Instructions for the task - While copying the entries exactly, leave out each picture they contain.

Provided records -
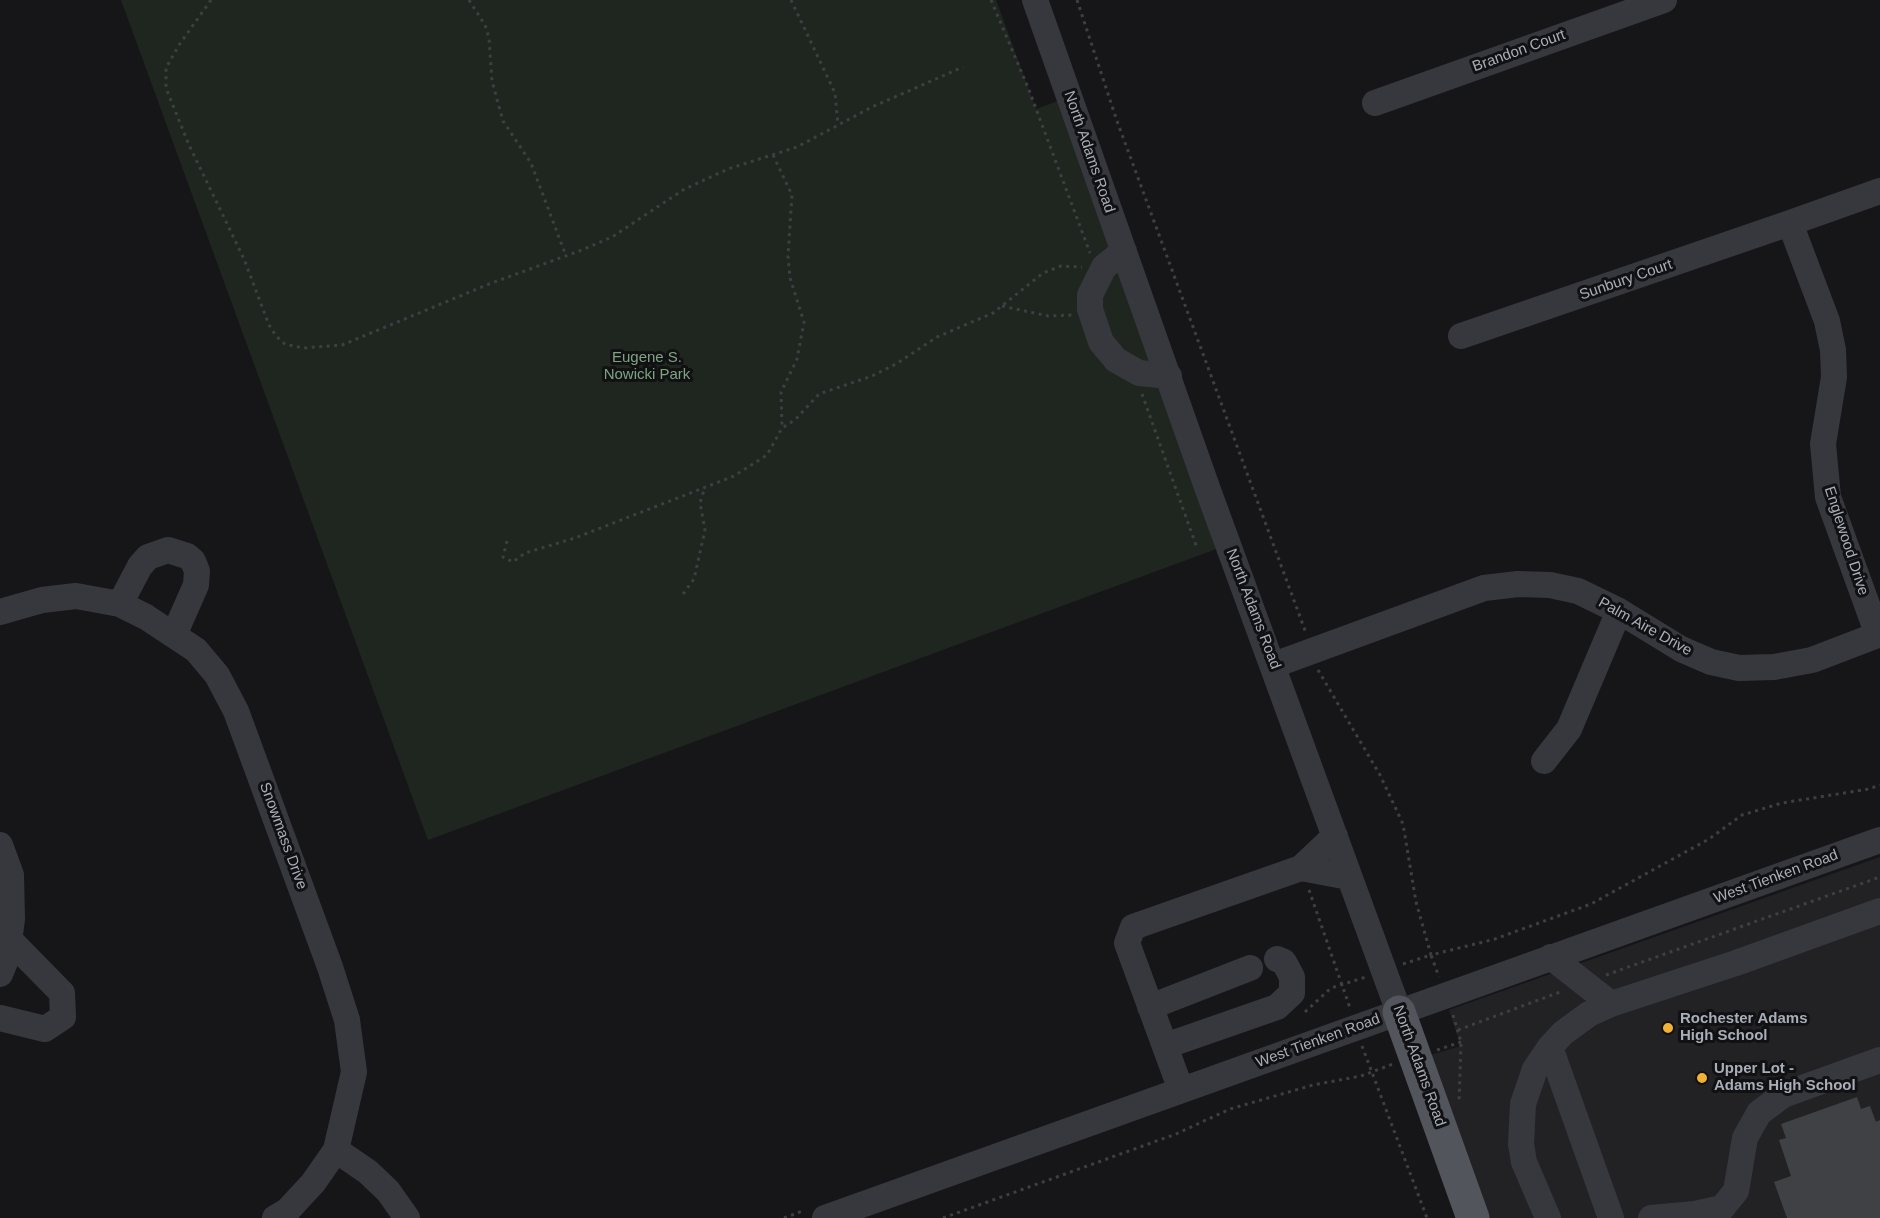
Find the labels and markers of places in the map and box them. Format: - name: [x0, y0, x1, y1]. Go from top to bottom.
- place label: Rochester Adams High School: [1680, 1010, 1808, 1045]
- marker: Rochester Adams High School: [1661, 1021, 1675, 1035]
- place label: Upper Lot - Adams High School: [1714, 1060, 1856, 1095]
- marker: Upper Lot - Adams High School: [1695, 1071, 1709, 1085]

Expected answer -
Find the labels and markers of places in the map and box them. Format: - name: [x0, y0, x1, y1]. Go from top to bottom.
- place label: Rochester Adams High School: [1680, 1010, 1808, 1045]
- marker: Rochester Adams High School: [1661, 1021, 1675, 1035]
- place label: Upper Lot - Adams High School: [1714, 1060, 1856, 1095]
- marker: Upper Lot - Adams High School: [1695, 1071, 1709, 1085]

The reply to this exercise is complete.